WHAT NEEDS TO BE DONE:
Only lines containing the string "casing" belong in the answer; find them in the records and copy them.

>>>

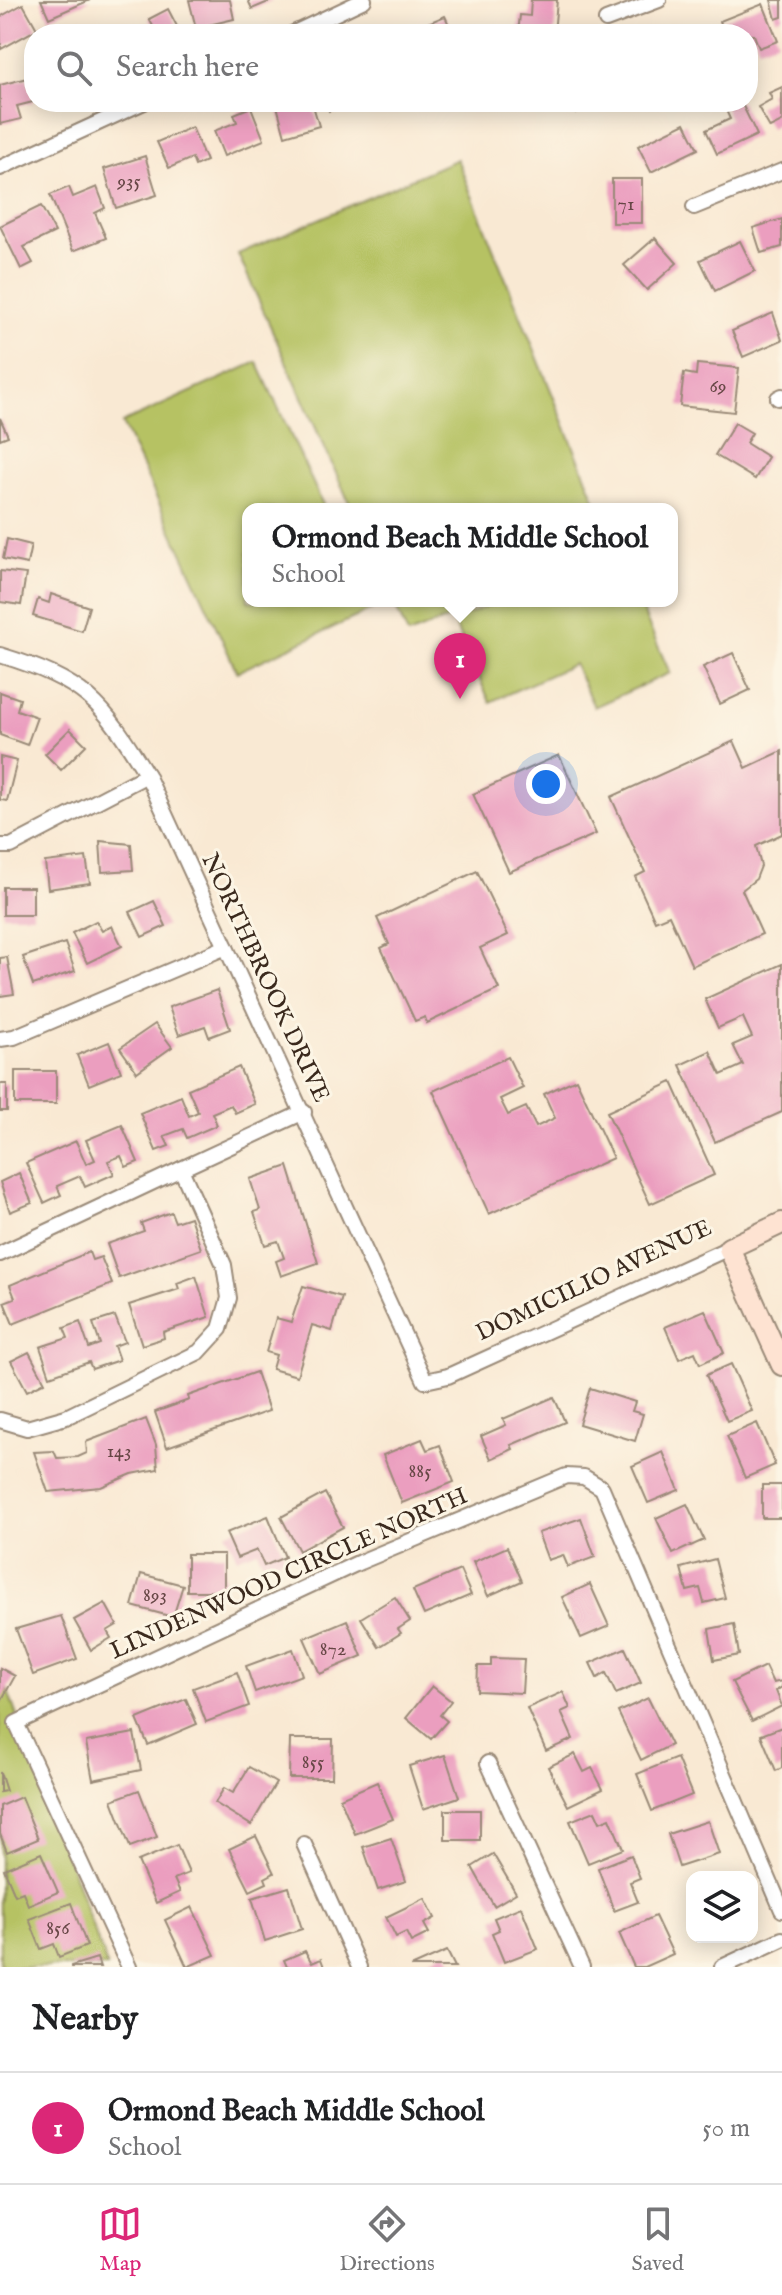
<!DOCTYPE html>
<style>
:root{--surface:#fff;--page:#f2f2f2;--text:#202124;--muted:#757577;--line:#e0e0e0;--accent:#db2777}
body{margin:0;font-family:"IM FELL English",serif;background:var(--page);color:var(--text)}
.controls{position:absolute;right:24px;bottom:24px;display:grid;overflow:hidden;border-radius:16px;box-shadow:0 4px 20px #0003}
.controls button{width:72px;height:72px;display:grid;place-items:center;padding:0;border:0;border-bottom:2px solid var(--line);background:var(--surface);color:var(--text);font:40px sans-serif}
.you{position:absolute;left:546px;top:784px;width:28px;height:28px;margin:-20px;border:6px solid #fff;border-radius:50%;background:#1a73e8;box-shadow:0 0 0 12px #1a73e833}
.badge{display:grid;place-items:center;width:52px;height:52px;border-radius:50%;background:var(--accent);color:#fff;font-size:26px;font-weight:700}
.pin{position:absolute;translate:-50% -66px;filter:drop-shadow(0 2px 4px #0008)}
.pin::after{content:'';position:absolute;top:42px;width:28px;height:24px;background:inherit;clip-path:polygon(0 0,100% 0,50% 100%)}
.popup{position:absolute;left:242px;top:503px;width:436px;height:104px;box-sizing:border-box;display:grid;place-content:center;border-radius:16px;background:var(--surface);filter:drop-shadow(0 2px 6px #0005);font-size:26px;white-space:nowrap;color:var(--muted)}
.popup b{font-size:30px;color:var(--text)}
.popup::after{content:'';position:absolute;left:50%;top:100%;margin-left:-16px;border:16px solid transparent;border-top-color:var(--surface)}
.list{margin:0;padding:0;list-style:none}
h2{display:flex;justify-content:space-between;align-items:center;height:104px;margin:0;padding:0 32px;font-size:34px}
h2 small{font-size:26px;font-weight:400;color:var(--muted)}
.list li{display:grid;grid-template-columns:52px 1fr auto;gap:24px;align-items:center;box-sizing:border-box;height:112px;padding:0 32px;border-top:2px solid var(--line)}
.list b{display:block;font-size:30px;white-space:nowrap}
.list p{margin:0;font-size:26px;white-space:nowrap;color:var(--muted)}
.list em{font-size:26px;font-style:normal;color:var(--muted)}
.icon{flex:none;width:44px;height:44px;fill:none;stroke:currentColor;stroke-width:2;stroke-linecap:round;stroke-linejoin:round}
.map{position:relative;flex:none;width:782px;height:1967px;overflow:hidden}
.search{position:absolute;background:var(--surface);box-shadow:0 4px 20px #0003;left:24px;right:24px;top:24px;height:88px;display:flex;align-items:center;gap:20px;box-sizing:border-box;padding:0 28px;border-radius:32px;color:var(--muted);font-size:30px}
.sheet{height:216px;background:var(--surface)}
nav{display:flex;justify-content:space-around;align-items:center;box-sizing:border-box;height:112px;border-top:2px solid var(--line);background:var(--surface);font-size:22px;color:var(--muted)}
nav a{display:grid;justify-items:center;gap:4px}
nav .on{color:var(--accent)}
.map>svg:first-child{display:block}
.green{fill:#b6c264;stroke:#787641;stroke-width:2}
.building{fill:#eb9ebf}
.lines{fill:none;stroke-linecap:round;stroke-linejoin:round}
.street-casing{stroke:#9a8a78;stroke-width:18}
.secondary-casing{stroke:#9a8a78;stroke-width:24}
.street{stroke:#fff;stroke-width:14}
.secondary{stroke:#fee3d2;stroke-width:20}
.labels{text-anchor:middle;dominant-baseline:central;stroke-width:6;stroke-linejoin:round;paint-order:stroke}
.number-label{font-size:20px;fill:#674746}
.street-label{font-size:24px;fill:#3b2a1e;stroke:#fcf5e5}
</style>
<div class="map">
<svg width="782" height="1967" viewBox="0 0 782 1967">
<rect width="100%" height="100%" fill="#fcf5e5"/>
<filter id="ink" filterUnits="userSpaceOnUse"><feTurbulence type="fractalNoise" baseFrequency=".0125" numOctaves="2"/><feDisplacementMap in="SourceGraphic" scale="16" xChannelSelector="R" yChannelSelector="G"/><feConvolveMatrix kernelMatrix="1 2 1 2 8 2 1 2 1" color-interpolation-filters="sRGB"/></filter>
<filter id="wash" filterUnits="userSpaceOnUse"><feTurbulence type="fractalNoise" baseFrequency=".006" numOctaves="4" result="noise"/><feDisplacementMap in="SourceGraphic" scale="32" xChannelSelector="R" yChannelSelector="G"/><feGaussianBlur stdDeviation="1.8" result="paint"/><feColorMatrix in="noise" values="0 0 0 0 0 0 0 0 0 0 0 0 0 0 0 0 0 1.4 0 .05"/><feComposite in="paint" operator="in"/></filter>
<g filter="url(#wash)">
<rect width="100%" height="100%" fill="#f9e9d3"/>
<!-- green -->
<g class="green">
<path d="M457,159L599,509H352L238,254Z"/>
<path d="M257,362L325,509H248V601H367L371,610L237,672L122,423Z"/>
<path d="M393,601H491L408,635Z"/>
<path d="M499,601H638L670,673L594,707L574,664L490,702L453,621Z"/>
<path d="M0,1669L107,1967H0Z"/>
</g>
<g id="blocks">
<!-- building -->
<g class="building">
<path d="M41,0H90L49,18Z"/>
<path d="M189,0H230L234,19L196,28Z"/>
<path d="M248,0H273L252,9Z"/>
<path d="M531,0H557L554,34H518L520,15L530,16Z"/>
<path d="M771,0H782V17L776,19Z"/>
<path d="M23,4L37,29L1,49L0,17Z"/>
<path d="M763,4L778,41L759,48L754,35L725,34L720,21Z"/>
<path d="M168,9L181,34H137L153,26L149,19Z"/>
<path d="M445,16L453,34H427L423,25Z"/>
<path d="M706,27L709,34H691Z"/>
<path d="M27,78L33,102L17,106L21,119L0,124V85Z"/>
<path d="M782,87V122L770,128L758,107L772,99L769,93Z"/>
<path d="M276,102H312L319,126L285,136Z"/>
<path d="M326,102H352L329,111Z"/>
<path d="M562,102H584L575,113Z"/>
<path d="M731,102H741L757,135L717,154L706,130L730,119L724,106Z"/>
<path d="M251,107L264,140L224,156L214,131L237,122L234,114Z"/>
<path d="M685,123L698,149L651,172L638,146Z"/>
<path d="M192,127L206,161L195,166L192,158L169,168L157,142Z"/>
<path d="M145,156L157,195L116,208L104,169Z"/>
<rect x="612" y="179" width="30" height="44"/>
<path d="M69,187L73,197L97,187L105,208L95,213L106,238L73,251L50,195Z"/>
<path d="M41,206L55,232L24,247L33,263L21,269L0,226Z"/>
<path d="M782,219V247L761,253L753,228Z"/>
<path d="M655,238L677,263L647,290L624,265Z"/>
<path d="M740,241L755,271L715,291L700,260Z"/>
<path d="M773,313L782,340L743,357L732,331Z"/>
<path d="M697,364L739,368L734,412L680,406L684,373L696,375Z"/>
<path d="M0,418L8,436L0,439Z"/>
<path d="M735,423L752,433L746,443L768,457L755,479L715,455Z"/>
<path d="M7,539L31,545L27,564L3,559Z"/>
<path d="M0,571L26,574L21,605L0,602Z"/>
<path d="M51,594L89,607L82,631L33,616L38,599L49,603Z"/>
<path d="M733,653L750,690L720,704L703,667Z"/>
<path d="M0,692L20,699L17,710L37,717L27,745L0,735Z"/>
<path d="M70,729L86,745L61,770L45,754Z"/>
<path d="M734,741L746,768L782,751V834L756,846L761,866L756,879L742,890L762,934L692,966L669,915L655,921L635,877L645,872L611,797Z"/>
<path d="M559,755L596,834L509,872L473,794Z"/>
<path d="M0,757L17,761L7,801L0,800Z"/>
<path d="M100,841L131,844L133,870L102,872Z"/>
<path d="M86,857L90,883L48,889L45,862Z"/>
<path d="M477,871L508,935L480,948L499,989L427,1023L425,1017L415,1021L381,948L389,944L377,918Z"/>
<rect x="3" y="887" width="30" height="28"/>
<path d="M154,901L166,926L142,937L130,912Z"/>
<path d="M96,921L102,931L112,926L122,946L87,963L72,933Z"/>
<path d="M65,943L75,971L33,985L23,957Z"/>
<path d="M7,957L14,994L0,996V958Z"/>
<path d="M782,964V1112L715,1142L680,1065L710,1051L721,1075L743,1065L733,1045L752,1037L743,1017L718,1028L705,999Z"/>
<path d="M217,990L230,1029L209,1037L205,1026L179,1035L169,1007Z"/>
<path d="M155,1024L172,1047L137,1072L120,1048Z"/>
<path d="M109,1042L121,1072L89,1085L77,1055Z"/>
<path d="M508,1057L523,1088L500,1099L508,1115L526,1107L536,1127L555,1118L544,1094L576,1079L613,1158L489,1214L433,1091Z"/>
<path d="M239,1067L255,1104L235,1113L231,1105L212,1113L217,1125L187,1138L183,1129L164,1136L169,1146L156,1151L140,1113L181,1096L189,1116L198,1112L188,1089Z"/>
<rect x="15" y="1071" width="41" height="33"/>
<path d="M672,1082L714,1175L650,1204L607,1112Z"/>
<rect x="0" y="1084" width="7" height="27"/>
<path d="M122,1125L138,1162L126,1167L121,1156L108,1161L114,1174L85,1187L80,1176L57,1186L61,1195L44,1203L26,1163L76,1141L86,1164L95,1160L86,1140Z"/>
<path d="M288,1166L318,1263L281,1276L276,1261L284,1258L278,1241L265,1245L254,1212L260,1210L250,1179Z"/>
<path d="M19,1173L32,1203L10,1212L0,1182Z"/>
<path d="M171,1212L175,1222L190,1217L201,1249L119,1278L107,1244L144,1231L141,1223Z"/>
<path d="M89,1252L92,1260L101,1257L112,1284L13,1324L4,1302L15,1298L10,1285Z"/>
<path d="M196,1276L209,1317L163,1332L164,1338L142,1345L129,1305L179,1289L177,1283Z"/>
<path d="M303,1286L342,1297L332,1331L312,1325L297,1376L272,1369L276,1355L266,1352L276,1318L291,1322Z"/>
<path d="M705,1310L724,1353L700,1364L695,1352L679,1359L665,1327Z"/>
<path d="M115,1316L125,1342L114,1346L119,1360L92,1369L89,1362L50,1376L40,1347L68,1338L64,1328L80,1322L89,1348L100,1344L93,1323Z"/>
<path d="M29,1352L45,1382L27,1391L11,1361Z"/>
<path d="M731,1364L752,1411L727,1421L706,1375Z"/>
<path d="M256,1372L269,1411L167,1447L155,1412L189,1400L188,1396Z"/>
<path d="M590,1388L635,1402L632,1411L643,1414L635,1441L579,1424Z"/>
<path d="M554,1397L565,1422L511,1445L513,1449L491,1459L481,1436L506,1425L503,1419Z"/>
<path d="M146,1419L156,1445L158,1469L132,1474L101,1487L48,1492L34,1452L54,1451L57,1458L78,1457L87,1453L86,1442Z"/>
<path d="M757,1423L775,1465L745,1478L727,1436Z"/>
<path d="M422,1439L427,1450L440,1445L454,1482L402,1503L383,1455Z"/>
<path d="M663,1452L679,1490L648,1503L632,1466Z"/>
<rect x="762" y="1485" width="20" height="33"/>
<path d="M325,1493L343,1527L299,1551L281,1517Z"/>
<path d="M687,1504L704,1540L673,1554L656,1518Z"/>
<path d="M268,1516L285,1557L264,1566L257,1550L237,1558L226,1533Z"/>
<path d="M581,1518L595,1557L568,1567L563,1555L548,1560L538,1533Z"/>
<path d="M507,1547L522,1581L488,1596L473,1562Z"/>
<rect x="187" y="1554" width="37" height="37"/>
<path d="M715,1559L725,1598L704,1603L700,1588L687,1591L681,1568Z"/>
<path d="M460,1570L471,1595L424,1615L413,1590Z"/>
<path d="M141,1574L183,1585L173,1617L132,1606Z"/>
<path d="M590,1584L609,1626L581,1638L562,1597Z"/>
<path d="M395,1597L410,1621L398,1629L401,1633L379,1647L361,1618Z"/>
<path d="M105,1603L117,1625L107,1631L111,1638L91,1650L74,1620Z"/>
<path d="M61,1616L77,1659L33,1675L16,1629Z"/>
<path d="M347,1620L362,1656L320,1674L304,1638Z"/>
<path d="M734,1624L739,1655L714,1660L709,1629Z"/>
<path d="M625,1648L641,1683L616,1694L606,1673L597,1678L590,1663Z"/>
<path d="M293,1649L302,1675L255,1692L246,1666Z"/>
<path d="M491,1658L524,1659L522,1693L477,1691L478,1666H491Z"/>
<path d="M765,1666L773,1683L782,1681V1687L776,1691L782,1706L752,1721L732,1682Z"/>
<path d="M0,1668L15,1676L0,1703Z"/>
<path d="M237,1672L249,1706L206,1722L193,1688Z"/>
<path d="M432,1686L451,1701L440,1715L447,1721L431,1739L406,1718Z"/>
<path d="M563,1692L570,1708L561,1712L573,1739L546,1751L527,1708Z"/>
<path d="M648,1698L671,1745L641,1760L618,1712Z"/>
<path d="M186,1699L197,1724L148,1745L137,1719Z"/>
<path d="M782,1727V1768L776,1771L761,1735Z"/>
<path d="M134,1733L141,1770L93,1780L86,1742Z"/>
<path d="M290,1739H333L332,1778H289Z"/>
<path d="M575,1754L584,1772L592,1768L603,1789L568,1806L548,1767Z"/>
<path d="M445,1755L459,1797L423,1809L409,1766Z"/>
<path d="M677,1758L692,1795L652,1811L637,1774Z"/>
<path d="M249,1767L276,1783L251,1825L215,1803L224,1788L233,1793Z"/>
<path d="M0,1772L6,1791L0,1792Z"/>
<path d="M377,1782L393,1819L355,1834L340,1798Z"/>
<path d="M139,1790L157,1837L130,1847L112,1800Z"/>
<path d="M21,1797L38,1839L7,1852L0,1834V1806Z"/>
<rect x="445" y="1810" width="35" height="30"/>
<path d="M595,1811L600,1822L610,1818L623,1849L588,1863L570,1821Z"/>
<path d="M708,1821L719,1854L679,1867L668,1834Z"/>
<path d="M256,1836L274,1873L265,1878L267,1883L250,1891L229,1849Z"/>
<path d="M391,1838L406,1881L378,1890L363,1847Z"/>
<path d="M177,1845L189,1873L174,1879L180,1892L156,1903L138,1861Z"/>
<path d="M41,1853L58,1892L28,1905L23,1892L15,1895L4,1869Z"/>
<path d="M493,1854L516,1893L494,1906L472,1867Z"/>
<path d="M631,1855L640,1878L630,1882L638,1902L614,1911L598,1868Z"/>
<path d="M289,1887L302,1929L265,1941L252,1898Z"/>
<path d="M425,1898L435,1918L424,1924L429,1933L411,1942L406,1932L396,1937L386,1917Z"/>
<path d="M71,1903L87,1946L59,1957L54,1944L41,1949L29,1919Z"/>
<path d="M192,1907L215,1955L187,1967L165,1920Z"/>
<path d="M521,1907L538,1949L504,1962L492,1933L499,1930L494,1918Z"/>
<path d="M655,1916L673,1954L644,1967H634L619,1933Z"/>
<path d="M305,1951L312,1963L321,1959L324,1967H287L284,1960Z"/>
<path d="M447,1951L455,1967H411Z"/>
<path d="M97,1958L100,1967H71V1966Z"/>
</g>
</g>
</g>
<g filter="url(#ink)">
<use href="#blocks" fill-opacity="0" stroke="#9a8a78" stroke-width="2"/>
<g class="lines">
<defs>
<g id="street">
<path d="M606,20L659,0"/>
<path d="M292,34L364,0"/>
<path d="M0,168L144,102"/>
<path d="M694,207L782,171"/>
<path d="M778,398L782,396"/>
<path d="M0,655C85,681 102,701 147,775L425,1381L448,1376L729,1248"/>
<path d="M0,846H11L147,775"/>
<path d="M0,1039L14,1037L226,947"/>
<path d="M181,1169L304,1112"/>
<path d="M0,1254L181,1169L224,1265L229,1298L220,1329L199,1352L66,1417L27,1428L0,1420"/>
<path d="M488,1763L582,1967"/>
<path d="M304,1844L359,1967"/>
<path d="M129,1967L16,1723L360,1562L566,1476L584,1477L602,1488L782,1910"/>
<path d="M722,1967L782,1939"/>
</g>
<path id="secondary" d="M782,1223L729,1248L782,1365"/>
</defs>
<!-- street casing -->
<use href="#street" class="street-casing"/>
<!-- secondary casing -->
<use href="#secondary" class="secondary-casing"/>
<!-- street -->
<use href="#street" class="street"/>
<!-- secondary -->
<use href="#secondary" class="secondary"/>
</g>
</g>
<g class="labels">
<!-- number labels -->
<g class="number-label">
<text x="129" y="181">935</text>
<text x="626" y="204">71</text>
<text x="718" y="386">69</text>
<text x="119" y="1451">143</text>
<text x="420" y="1471">885</text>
<text x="155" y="1595">893</text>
<text x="333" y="1649">872</text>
<text x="313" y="1762">855</text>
<text x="58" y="1928">856</text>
</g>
<!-- street labels -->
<g class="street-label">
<text transform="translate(265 978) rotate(65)">NORTHBROOK DRIVE</text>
<text transform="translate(594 1281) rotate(-25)">DOMICILIO AVENUE</text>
<text transform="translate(289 1574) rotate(-24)">LINDENWOOD CIRCLE NORTH</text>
</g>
</g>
</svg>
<div class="controls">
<button><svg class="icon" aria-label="layers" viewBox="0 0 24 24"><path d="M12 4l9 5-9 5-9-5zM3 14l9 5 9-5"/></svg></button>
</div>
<div class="you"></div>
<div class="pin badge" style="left:460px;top:699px">1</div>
<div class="popup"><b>Ormond Beach Middle School</b>School</div>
<div class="search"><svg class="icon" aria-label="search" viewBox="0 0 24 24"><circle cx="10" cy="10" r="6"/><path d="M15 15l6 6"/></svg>Search here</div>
</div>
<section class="sheet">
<h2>Nearby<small></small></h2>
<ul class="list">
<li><span class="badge">1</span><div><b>Ormond Beach Middle School</b><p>School</p></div><em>50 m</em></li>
</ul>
</section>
<nav>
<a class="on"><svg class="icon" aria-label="map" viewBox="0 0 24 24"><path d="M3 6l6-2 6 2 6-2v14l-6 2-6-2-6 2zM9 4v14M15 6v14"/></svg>Map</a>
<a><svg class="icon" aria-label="directions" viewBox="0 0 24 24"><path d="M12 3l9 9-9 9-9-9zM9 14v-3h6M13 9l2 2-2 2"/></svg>Directions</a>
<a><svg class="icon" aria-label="saved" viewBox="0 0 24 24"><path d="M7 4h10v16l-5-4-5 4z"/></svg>Saved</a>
</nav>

<<<

PROBLEM SOLUTION:
.street-casing{stroke:#9a8a78;stroke-width:18}
.secondary-casing{stroke:#9a8a78;stroke-width:24}
<!-- street casing -->
<use href="#street" class="street-casing"/>
<!-- secondary casing -->
<use href="#secondary" class="secondary-casing"/>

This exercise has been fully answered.